GERALD MASSEY ON SPIRITUALISM.*

THE present season so far has been one of considerable literary activity in regard to Spiritualism. The Report of the Dialectical Society's Committee, and the article by Dr. Carpenter in the Quarterly Review, have been followed by five important volumes:-Outlines of Biology. Body, Soul, Mind, Spirit; a volume of 556 pages by Dr. DOHERTY, being the third volume of his Organic Philosophy; the second volume of HOME's Incidents of My Life; Hints on the Evidence of Spiritualism, by M. P.; OWEN'S Debatable Land between this World and the Next; and Concerning Spiritualism by GERALD MASSEY. Each of these books requires a separate notice. Our present notice is of the latter work only.

In this elegant little volume there is much "concerning Spiritualism," which should interest both the Spiritualist and non-Spiritualist reader. The author's remarks on normal and abnormal mediumship are, we think, in the main true; and the legitimate use and province of each are justly discriminated. His exposition of Swedenborg's spiritual philosophy of life is finely rendered, and is well contrasted with views recently put forth by some eminent scientists. Mr. Massey points out what he conceives to be some of the bearings of Spiritualism on Scripture narratives and theological doctrines; and his criticisms on popular orthodoxies, churches, and the so-called religious world are severe and sharp; some will perhaps think a little too much so.

* Concerning Spiritualism. By GERALD MASSEY. London: BURNS.

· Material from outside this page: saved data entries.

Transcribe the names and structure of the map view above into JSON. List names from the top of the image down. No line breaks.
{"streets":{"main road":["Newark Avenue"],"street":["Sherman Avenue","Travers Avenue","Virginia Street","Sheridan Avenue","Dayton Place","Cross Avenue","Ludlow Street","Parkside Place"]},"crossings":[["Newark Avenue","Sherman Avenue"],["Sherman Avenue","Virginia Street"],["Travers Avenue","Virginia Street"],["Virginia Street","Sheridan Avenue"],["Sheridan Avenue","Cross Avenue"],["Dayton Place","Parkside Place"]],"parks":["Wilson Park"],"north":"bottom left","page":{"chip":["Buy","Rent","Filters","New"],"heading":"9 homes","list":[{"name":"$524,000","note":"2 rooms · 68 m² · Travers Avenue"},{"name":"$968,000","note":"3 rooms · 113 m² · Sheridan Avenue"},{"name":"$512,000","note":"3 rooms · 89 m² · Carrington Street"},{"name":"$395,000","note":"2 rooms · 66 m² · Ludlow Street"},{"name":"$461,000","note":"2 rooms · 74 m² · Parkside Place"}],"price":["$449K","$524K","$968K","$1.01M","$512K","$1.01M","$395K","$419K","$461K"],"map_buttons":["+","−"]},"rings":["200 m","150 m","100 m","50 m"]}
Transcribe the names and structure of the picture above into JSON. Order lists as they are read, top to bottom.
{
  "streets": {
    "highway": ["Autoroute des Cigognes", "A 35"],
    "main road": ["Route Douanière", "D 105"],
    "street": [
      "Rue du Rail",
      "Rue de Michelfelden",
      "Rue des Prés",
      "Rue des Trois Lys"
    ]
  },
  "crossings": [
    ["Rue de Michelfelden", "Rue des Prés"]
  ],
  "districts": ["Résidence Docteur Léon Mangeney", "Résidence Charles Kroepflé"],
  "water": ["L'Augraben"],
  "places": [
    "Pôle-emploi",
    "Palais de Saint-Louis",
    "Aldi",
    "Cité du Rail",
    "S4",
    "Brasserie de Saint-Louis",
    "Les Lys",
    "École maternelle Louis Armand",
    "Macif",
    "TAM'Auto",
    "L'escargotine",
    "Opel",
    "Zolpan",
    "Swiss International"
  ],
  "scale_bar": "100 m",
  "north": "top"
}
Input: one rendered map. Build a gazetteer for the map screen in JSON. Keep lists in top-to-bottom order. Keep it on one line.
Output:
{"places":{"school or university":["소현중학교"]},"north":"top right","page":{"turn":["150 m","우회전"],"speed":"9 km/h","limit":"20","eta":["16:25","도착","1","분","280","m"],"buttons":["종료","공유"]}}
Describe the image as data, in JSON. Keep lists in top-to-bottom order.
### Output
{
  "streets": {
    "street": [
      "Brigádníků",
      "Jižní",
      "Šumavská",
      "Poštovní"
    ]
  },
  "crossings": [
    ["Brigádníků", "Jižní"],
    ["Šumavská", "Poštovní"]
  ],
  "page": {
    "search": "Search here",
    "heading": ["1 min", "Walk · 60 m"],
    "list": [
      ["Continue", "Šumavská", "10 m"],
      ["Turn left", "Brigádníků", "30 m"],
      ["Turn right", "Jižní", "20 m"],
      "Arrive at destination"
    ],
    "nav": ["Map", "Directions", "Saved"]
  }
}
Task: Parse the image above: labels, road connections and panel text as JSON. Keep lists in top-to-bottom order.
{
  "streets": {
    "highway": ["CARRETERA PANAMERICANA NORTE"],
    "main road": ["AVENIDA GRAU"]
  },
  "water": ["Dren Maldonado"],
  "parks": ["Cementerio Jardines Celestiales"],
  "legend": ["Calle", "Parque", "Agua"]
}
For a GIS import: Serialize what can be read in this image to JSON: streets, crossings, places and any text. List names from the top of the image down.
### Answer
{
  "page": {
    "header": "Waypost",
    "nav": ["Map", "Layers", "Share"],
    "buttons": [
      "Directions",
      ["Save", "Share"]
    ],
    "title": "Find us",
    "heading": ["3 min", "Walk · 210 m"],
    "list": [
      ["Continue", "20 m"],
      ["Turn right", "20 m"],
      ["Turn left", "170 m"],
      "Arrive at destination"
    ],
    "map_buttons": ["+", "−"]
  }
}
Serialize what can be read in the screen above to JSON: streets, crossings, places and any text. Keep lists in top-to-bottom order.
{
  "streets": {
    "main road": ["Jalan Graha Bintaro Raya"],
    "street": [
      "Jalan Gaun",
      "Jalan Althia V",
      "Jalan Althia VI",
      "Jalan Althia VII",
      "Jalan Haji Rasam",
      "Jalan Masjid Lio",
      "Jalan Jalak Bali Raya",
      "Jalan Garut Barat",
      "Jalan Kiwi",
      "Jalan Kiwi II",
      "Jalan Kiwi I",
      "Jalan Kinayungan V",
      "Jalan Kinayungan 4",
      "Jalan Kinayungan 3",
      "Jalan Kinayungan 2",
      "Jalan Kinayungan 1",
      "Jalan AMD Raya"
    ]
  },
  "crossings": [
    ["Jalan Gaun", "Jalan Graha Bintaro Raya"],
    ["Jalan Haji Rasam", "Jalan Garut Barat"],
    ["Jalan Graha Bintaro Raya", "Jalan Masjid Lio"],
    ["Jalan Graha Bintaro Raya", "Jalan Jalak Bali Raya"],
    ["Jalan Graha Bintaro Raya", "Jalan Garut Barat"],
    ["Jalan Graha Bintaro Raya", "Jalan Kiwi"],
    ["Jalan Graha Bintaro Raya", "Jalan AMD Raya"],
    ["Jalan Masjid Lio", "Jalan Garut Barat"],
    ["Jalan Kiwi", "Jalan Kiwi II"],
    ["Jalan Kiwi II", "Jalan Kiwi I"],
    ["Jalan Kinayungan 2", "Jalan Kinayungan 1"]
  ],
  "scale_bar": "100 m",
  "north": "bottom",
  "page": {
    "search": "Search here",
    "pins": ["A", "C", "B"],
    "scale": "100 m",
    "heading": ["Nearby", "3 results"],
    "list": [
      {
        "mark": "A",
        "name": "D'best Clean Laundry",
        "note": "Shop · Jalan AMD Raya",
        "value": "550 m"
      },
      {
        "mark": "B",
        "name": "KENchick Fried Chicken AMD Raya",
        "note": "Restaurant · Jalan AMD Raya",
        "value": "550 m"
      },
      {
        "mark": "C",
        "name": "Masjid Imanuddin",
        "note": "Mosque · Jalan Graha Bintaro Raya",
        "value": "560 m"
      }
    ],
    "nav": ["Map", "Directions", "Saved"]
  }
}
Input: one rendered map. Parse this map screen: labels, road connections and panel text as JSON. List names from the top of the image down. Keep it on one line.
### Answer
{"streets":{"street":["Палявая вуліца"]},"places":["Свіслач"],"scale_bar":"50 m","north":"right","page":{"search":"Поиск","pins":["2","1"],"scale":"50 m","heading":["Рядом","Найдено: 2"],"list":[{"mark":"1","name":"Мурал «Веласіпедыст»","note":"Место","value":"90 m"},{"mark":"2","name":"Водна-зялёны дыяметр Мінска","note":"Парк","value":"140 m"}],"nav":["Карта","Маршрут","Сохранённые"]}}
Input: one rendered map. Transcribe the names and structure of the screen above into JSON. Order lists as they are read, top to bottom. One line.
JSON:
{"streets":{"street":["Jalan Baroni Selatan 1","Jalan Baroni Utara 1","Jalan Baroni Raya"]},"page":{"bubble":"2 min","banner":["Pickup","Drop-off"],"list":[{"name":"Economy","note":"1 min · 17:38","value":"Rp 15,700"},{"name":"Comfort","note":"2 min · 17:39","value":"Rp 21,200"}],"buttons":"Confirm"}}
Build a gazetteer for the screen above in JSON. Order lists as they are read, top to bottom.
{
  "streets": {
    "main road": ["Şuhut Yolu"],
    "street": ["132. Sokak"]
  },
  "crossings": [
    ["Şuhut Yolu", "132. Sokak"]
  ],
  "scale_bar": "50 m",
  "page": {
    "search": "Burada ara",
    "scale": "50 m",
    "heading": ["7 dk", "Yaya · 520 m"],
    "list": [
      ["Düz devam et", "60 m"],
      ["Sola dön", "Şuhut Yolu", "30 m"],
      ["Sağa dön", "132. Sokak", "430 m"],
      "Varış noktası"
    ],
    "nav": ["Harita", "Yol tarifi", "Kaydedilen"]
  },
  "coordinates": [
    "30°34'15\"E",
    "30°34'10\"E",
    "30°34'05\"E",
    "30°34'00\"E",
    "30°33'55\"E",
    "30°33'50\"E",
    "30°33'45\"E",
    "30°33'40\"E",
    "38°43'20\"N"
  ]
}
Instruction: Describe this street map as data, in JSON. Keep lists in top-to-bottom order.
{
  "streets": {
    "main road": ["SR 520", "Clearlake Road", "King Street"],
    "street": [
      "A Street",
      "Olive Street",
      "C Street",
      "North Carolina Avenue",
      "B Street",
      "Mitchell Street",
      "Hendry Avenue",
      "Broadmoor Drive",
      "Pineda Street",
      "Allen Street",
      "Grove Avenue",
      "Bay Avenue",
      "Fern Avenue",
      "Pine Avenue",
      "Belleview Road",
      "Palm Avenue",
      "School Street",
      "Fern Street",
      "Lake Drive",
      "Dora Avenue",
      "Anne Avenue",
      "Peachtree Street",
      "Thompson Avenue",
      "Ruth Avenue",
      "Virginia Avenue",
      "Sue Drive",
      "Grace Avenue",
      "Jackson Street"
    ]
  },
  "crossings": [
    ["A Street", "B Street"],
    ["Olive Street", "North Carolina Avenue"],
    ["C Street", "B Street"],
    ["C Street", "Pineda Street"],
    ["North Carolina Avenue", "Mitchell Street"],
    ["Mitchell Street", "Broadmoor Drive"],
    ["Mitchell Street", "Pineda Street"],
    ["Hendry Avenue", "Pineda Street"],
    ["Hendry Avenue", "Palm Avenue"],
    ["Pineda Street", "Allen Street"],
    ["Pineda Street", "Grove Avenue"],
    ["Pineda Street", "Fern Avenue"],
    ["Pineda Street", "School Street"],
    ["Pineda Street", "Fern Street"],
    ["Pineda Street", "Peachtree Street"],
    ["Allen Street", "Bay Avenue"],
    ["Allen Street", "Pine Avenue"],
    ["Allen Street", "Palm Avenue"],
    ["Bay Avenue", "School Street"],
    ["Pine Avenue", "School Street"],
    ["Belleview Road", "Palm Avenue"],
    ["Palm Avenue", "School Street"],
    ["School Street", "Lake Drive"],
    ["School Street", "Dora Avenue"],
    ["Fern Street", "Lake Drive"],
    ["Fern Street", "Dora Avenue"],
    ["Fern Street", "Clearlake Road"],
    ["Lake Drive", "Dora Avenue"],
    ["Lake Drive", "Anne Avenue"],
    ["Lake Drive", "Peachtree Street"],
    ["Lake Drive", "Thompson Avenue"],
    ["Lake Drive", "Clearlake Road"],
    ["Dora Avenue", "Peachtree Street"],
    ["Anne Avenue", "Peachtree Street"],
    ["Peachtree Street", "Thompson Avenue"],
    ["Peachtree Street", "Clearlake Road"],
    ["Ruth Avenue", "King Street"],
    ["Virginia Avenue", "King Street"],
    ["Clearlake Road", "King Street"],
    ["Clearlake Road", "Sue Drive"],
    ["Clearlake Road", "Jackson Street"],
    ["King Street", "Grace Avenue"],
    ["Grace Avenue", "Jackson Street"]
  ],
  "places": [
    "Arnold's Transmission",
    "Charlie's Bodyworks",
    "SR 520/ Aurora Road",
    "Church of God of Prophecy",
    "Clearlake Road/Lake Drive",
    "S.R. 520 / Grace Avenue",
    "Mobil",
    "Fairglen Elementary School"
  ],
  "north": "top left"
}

Here and there we have hints and gleams of peculiar experiences of the writer, extending as he tells us, over fifteen years, and which he intimates may at some time be published. We hope it may be soon: we are not always correct in judging whether or not the world is ripe to receive experiences of this nature; nor in truth should it much concern us. If we sow the seed of truth, we may trust the free winds of God's invisible providence to carry at least some small portion of it to fruitful soil where it will germinate and grow, and in due time bring forth its ripened harvest. But let us hear what Mr. Massey has at present to tell us as to the value of these experiences to himself. He says:

It has been to me, in common with many others, such a lifting of the mental horizon and a letting in of the heavens-such a transformation of faiths into facts that I can only compare life without it to sailing on board ship with hatches battened down, and being kept a prisoner, cribbed, cabined, and confined living by the light of a candle-dark to the glory overhead, and blind to a thousand possibilities of being, and then suddenly on some splendid starry night allowed to go on deck for the first time, to see the stupendous mechanism of the starry heavens all aglow with the glory of God, to feel that vast vision glittering in the eyes, bewilderingly beautiful, and drink in new life with every breath of this wondrous liberty, which makes you dilate almost large enough in soul to fill the immensity that you see around you.

There are many fine gems in this volume we feel tempted to extract, but as they are seen to best advantage in the author's own setting, we recommend the careful perusal of the entire work.

Correspondence.

MR. WALLACE'S DEFINITION OF A MIRACLE.

To the Editor of the "Spiritual Magazine."

SIR, Mr. Wallace's definition of a miracle is certainly a great improvement upon Hume's, but I doubt whether it is all-sufficient. What does Mr. W. mean by the words "implying the existence of?" There are many acts or events which imply the existence of superhuman intelligences, which are not considered miracles; viz. death and dreams.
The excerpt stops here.